When I immigrated to the UK as a student, I had to do something that I wasn’t expecting. I had to carry with me a recent chest X-ray. I thought this was completely unnecessary. Why should I be exposed to X-rays for no good reason?
Turned out that there was a reason. It was to stop the spread of tuberculosis (TB) in the UK. Immigrants from sub-Saharan African and the Indian subcontinent are more likely than other immigrants to be infected by TB. The UK has seen TB cases increase continuously over the past 30 years. Between 1998 and 2009 the numbers rose by 50% to 9040 cases. Most of those affected are foreign-born people. TB infection rates in the UK today are as high as they were in the 1930s, and they are among the highest in any developed country.
The rise in number of cases is despite chest X-ray screening that immigrants have to undergo. That’s because of TB’s quirky ability to show up many years after the TB-causing bacteria infected a person. Researchers find that early detection makes it easier to treat TB, because more severe infections are becoming resistant to current treatments.
With an aim to improve detection rates, Onn Min Kon, a physician at Imperial College London, and colleagues report, in a paper just published in Thorax, that chest X-rays are actually not as effective at detecting TB. Instead, they suggest, the UK government should use an advanced test called interferon-gamma release assays (IGRA).
IGRA works on the principle that when the TB-causing bacteria are exposed to a set of chemicals, which are harmless to humans, it causes them to release a protein called interferon-gamma.
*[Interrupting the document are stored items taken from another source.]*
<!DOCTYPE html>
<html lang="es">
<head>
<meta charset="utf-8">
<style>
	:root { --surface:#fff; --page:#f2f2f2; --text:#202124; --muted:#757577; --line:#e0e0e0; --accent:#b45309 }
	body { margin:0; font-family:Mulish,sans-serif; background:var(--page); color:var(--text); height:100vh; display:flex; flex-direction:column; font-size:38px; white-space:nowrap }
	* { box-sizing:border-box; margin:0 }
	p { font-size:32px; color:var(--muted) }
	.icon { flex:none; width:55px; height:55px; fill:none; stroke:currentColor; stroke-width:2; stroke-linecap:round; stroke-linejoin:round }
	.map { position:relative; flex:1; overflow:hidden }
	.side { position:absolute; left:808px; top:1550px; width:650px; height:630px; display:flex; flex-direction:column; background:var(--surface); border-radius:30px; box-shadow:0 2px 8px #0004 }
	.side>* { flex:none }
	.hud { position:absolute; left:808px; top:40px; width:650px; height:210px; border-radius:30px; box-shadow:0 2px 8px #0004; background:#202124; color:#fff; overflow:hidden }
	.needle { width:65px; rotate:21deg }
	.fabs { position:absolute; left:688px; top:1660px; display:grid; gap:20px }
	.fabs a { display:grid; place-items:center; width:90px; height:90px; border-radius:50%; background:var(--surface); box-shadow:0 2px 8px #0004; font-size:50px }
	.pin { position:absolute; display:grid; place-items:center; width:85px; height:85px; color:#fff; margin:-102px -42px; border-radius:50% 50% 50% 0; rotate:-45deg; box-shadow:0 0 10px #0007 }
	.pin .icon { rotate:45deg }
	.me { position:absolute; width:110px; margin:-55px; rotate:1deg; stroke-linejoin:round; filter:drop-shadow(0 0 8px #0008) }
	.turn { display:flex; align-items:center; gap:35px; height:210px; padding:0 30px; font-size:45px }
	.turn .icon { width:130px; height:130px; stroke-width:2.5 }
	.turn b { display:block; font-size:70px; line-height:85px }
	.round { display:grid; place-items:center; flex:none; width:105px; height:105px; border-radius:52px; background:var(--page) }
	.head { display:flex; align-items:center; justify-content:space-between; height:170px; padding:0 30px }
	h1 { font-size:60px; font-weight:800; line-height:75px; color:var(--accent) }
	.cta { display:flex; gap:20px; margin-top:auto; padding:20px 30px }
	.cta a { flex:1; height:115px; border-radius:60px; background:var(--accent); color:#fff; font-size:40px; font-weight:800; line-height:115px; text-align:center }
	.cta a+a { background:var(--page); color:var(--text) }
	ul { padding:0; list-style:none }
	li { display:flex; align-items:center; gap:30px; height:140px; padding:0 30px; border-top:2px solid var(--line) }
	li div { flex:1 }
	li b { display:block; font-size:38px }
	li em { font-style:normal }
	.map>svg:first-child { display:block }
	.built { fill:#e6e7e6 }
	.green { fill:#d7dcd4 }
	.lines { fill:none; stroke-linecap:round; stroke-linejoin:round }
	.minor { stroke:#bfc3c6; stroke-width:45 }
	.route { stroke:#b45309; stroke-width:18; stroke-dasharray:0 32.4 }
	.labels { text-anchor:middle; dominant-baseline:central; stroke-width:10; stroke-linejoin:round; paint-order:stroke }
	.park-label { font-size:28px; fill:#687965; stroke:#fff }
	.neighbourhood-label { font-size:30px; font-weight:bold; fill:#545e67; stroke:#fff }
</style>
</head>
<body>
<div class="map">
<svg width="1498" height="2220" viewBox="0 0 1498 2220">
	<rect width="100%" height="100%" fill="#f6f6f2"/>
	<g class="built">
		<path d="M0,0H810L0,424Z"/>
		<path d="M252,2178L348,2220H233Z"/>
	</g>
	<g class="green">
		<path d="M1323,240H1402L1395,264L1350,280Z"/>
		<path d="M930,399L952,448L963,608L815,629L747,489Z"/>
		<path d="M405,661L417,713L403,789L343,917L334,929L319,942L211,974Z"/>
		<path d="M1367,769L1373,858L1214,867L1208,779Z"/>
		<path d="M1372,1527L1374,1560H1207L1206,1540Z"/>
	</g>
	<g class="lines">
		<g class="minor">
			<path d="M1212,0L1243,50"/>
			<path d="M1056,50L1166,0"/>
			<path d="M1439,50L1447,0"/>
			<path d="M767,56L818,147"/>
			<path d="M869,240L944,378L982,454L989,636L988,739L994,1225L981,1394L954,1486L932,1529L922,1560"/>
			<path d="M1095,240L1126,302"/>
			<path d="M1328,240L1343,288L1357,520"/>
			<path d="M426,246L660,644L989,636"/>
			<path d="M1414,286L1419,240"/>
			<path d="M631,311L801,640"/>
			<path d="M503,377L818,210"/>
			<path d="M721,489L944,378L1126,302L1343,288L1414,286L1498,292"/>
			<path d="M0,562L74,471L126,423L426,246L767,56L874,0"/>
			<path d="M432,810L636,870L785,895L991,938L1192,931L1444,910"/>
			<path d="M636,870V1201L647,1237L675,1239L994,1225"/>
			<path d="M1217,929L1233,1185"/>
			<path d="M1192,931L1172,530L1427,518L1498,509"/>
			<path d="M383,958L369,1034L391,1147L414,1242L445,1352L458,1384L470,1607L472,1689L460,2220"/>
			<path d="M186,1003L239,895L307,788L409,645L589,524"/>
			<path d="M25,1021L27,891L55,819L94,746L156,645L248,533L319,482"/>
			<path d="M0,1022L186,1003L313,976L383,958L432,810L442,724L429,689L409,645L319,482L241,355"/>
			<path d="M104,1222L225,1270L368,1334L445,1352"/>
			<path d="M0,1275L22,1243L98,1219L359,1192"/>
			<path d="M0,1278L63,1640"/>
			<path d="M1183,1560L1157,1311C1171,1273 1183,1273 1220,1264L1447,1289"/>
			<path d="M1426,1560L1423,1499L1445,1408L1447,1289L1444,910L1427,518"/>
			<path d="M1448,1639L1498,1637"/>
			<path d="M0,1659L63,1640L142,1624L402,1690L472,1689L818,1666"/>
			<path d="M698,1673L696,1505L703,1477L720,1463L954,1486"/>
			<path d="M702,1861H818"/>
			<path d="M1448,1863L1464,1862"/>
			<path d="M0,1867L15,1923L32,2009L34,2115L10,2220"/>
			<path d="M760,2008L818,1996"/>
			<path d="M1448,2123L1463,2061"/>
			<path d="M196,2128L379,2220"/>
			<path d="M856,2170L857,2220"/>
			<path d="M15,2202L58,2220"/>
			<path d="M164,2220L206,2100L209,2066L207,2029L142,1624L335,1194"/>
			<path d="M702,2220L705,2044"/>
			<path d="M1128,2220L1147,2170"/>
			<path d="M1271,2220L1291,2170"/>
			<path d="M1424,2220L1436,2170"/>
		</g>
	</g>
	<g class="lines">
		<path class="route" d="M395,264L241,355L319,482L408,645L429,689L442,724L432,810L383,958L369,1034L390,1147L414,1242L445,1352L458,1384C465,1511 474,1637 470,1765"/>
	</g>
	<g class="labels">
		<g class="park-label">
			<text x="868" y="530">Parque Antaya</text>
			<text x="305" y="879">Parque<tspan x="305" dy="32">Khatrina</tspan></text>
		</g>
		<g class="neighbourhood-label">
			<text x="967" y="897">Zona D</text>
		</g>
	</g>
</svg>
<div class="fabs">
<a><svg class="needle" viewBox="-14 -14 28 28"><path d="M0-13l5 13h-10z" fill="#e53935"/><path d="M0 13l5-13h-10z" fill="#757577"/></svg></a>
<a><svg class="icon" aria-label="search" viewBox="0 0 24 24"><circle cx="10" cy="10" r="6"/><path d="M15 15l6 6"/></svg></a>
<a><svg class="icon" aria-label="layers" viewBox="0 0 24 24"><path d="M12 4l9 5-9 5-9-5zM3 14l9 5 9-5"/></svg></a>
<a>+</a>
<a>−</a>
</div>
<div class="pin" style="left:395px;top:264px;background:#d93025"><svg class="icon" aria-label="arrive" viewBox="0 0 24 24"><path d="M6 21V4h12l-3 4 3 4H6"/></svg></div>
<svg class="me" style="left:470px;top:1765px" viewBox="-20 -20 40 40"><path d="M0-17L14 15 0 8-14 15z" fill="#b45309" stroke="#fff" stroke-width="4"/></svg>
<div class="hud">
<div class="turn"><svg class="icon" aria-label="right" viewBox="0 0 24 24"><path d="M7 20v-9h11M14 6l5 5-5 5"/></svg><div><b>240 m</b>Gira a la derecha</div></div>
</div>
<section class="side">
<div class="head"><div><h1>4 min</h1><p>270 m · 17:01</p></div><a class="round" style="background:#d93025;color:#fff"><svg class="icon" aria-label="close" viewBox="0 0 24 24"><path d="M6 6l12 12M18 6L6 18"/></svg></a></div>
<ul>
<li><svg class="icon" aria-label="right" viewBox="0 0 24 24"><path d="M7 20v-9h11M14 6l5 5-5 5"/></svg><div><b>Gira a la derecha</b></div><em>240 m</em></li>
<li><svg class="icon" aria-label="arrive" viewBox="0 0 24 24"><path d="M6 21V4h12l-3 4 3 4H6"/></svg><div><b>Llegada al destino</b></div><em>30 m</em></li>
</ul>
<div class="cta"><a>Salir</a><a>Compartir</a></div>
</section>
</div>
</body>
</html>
If a patient who has been given these chemicals breathes out interferon-gamma, then he is infected by TB (the latent variety or not).
Although a previous consultation with the National Institute for Health and Clinical Excellence had recommended the use of IGRA, it had made that recommendation in combination with chest X-rays. What Dr Kon’s work finds that a more cost-effective, and still efficient, method would be to just use IGRA. It would also spare the patient from being exposed to X-rays!
This research is one among many other papers published in Thorax’s special issue dedicated to TB which coincides with the upcoming World TB day.
Reference: Pareek, Bond, Shorey, Seneviratne, Guy, White, Lalvani & Min Kon, Community-based evaluation of immigrant tuberculosis screening using interferon γ release assays and tuberculin skin testing: observational study and economic analysis, Thorax 2013. http://dx.doi.org/10.1136/thoraxjnl-2011-201542
Image from here.
I think I also had to have a chest X-ray done in Canada, if I remember correctly. And an HIV test, and a bunch of other things.
When I went to Australia, I too had to do a chest X-ray. (Students weren’t required to do an HIV test.) This just goes to show that a whole lot of people are getting exposed to X-rays for no proper reason.
Perhaps you mistake the intent of the CXR (chest X-Ray)? It is not intended to detect Mtb (the bug); rather, it is useful in detecting a current episode of fulminant or miliary tuberculosis, as well as evidence of old or presumptively cured disease. This is particularly helpful, since many a times, TB – especially for people from endemic regions – is a disease of reactivation. Therefore, getting a snapshot of your lungs’ condition via a CXR is actually a good tool.
The only reason its utility is limited is because it cannot effectively distinguish amongst chronic granulomatous diseases of various sorts, such as tuberculosis, aspergillosis, or histoplasmosis, which may have similar presentations at the level of lungs. But that’s why CXRs are adjunct diagnostic methods, not the main.
The IGRAs – which are basically T-cell ELISpots – are very useful, but mostly in catching latent or reactivated infection. Please understand that this is invasive, in that it needs blood, which has its own problems. Also, the blood has to be collected and stored in a specific way, and tested within a short amount of time. Besides, many people are afraid of phlebotomies. Therefore, sadly, there is no one-size-fits-all solution. The CXR remains a relatively cost-effective and useful screening technique for the purpose it is intended for.
Hi Kausik,
Thanks for your detailed comment. After reading the paper, I did not get the impression that CXR was so useful. The authors also don’t address the questions you have raised. I’ve emailed them now. Let’s see how they respond.
Also, it turns out that two of the authors on the paper own equity in Oxford Immunotec which built the T-cell-based diagnosistic tool, ESAT-6/CFP-10 ELISpot.
Here is Dr Kon’s reply: The clinical point about CXR’s is correct in that it is excellent if they have active TB or evidence of granulomatous inflammation (old or new) – however the point of the article in a UK setting (where clinically silent and radiologically silent latent TB ‘post-entry progression’ is the overwhelming cause of TB disease in UK) it is not cost effective for screening new entrants to potentially offer them preventative treatment. The CXR would not have picked these cases up.